**THE PROBLEM**
Extract the line that contains "Detect the street" and every line after it to the end of the records below, exactly as written and nothing else.

**SOURCE MATERIAL**
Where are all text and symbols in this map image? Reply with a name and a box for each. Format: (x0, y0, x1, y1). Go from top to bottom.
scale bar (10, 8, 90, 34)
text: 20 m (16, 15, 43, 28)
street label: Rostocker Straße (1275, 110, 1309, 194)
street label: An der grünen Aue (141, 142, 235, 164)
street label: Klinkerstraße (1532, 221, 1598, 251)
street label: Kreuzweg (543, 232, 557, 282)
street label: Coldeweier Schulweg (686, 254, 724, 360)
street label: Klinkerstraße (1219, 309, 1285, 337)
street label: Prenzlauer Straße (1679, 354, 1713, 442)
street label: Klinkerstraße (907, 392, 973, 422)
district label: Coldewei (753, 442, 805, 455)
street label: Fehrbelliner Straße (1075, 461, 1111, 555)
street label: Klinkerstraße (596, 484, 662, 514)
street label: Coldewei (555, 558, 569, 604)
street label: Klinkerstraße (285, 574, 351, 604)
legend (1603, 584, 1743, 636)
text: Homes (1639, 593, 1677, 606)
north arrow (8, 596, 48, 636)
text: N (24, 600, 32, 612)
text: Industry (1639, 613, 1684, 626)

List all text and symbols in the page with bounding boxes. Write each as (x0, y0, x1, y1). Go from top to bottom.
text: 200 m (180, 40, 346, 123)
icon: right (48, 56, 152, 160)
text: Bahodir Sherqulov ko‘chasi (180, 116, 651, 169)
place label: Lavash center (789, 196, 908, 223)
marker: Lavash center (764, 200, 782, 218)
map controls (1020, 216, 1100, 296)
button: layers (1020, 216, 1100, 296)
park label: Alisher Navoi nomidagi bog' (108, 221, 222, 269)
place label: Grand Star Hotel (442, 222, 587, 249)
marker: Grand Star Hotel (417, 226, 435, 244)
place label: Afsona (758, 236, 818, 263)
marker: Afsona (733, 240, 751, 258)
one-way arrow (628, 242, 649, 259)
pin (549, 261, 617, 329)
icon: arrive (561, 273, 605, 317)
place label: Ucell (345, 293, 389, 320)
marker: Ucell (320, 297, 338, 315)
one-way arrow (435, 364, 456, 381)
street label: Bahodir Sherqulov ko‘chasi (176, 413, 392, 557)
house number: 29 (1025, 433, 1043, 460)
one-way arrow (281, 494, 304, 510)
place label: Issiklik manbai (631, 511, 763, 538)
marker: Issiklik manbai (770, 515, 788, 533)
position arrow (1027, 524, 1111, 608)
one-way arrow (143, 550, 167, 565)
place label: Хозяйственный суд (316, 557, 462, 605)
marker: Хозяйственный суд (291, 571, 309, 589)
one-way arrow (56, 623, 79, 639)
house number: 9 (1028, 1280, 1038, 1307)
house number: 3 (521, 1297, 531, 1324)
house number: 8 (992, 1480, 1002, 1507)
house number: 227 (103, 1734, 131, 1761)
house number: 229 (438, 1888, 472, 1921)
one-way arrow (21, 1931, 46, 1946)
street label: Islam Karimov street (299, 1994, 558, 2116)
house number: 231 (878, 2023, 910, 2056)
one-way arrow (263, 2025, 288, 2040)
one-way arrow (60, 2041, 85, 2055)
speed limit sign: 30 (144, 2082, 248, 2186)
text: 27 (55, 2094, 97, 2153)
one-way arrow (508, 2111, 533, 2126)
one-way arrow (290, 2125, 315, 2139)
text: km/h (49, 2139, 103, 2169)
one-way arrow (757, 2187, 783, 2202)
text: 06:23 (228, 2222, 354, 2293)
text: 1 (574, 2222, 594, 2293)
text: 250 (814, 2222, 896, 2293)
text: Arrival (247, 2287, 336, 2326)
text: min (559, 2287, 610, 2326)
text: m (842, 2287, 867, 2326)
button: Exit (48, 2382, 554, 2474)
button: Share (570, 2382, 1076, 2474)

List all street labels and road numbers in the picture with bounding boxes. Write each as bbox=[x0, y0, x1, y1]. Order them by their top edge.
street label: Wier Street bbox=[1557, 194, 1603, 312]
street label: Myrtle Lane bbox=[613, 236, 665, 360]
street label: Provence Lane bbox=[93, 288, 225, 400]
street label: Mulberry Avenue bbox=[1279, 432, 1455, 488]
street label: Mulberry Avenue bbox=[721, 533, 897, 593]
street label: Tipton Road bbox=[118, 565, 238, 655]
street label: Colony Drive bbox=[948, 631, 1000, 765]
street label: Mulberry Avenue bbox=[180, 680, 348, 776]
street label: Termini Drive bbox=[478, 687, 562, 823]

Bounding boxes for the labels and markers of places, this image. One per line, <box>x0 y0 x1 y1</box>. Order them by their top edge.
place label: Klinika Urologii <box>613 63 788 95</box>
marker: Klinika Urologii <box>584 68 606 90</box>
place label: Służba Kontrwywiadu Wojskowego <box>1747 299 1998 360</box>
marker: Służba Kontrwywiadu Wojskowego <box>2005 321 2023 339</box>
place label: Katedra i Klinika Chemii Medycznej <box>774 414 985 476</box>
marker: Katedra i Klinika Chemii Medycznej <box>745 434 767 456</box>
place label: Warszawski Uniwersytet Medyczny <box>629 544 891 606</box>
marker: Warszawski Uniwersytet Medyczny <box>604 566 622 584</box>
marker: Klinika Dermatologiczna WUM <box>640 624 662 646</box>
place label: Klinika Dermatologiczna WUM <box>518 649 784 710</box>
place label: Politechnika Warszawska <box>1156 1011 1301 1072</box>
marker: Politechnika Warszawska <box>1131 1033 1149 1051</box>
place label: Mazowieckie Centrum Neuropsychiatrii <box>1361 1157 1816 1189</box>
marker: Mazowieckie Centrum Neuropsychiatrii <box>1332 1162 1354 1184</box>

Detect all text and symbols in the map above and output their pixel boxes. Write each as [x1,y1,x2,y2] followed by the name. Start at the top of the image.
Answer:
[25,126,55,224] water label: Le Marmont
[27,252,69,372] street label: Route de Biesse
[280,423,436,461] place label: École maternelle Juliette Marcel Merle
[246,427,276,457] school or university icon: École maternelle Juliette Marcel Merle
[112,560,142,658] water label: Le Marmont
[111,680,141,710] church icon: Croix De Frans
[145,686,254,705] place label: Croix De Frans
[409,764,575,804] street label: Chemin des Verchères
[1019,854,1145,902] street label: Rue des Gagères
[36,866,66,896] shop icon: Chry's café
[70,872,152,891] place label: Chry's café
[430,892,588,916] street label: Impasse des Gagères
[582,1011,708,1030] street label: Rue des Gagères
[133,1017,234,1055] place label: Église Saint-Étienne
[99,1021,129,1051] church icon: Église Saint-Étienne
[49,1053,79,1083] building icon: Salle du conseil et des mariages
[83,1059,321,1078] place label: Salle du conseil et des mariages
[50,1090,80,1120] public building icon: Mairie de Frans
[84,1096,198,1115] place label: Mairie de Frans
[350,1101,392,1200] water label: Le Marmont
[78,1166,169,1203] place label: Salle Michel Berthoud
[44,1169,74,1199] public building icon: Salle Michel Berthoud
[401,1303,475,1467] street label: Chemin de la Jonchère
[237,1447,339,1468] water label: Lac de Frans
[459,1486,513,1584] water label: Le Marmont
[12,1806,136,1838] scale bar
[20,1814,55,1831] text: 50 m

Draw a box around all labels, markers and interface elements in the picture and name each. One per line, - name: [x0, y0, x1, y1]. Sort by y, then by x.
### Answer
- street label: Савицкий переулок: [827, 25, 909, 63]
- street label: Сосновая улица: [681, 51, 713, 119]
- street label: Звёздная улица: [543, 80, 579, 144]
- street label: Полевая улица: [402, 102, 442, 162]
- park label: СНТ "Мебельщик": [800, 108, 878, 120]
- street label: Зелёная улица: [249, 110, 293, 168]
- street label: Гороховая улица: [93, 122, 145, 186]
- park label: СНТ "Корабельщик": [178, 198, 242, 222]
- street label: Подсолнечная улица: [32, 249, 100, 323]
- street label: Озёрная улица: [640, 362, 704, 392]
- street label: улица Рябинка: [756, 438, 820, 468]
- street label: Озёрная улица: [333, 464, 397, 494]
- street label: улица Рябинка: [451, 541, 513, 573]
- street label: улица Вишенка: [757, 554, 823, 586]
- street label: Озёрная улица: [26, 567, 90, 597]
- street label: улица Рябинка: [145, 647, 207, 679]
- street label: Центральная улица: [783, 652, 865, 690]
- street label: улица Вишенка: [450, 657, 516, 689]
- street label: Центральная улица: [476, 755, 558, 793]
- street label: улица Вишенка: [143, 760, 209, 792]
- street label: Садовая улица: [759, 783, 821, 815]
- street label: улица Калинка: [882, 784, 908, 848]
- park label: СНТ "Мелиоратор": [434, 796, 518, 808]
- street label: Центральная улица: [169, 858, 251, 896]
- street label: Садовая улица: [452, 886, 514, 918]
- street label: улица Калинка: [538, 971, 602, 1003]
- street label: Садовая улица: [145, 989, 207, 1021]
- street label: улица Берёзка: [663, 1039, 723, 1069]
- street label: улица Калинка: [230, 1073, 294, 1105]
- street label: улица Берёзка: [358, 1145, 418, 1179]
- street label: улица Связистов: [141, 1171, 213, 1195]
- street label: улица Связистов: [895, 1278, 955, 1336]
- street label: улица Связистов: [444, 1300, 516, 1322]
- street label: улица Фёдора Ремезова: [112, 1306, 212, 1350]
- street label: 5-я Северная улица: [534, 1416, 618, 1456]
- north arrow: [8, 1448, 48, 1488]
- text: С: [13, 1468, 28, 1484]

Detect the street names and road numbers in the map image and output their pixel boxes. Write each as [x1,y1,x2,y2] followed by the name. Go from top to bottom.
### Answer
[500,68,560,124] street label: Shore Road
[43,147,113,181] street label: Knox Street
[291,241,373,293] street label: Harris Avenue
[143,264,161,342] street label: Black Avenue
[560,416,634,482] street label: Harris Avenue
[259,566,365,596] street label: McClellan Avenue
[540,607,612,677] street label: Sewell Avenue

**REPLY**
Detect the street names and road numbers in the map image and output their pixel boxes. Write each as [x1,y1,x2,y2] followed by the name. Go from top to bottom.
### Answer
[500,68,560,124] street label: Shore Road
[43,147,113,181] street label: Knox Street
[291,241,373,293] street label: Harris Avenue
[143,264,161,342] street label: Black Avenue
[560,416,634,482] street label: Harris Avenue
[259,566,365,596] street label: McClellan Avenue
[540,607,612,677] street label: Sewell Avenue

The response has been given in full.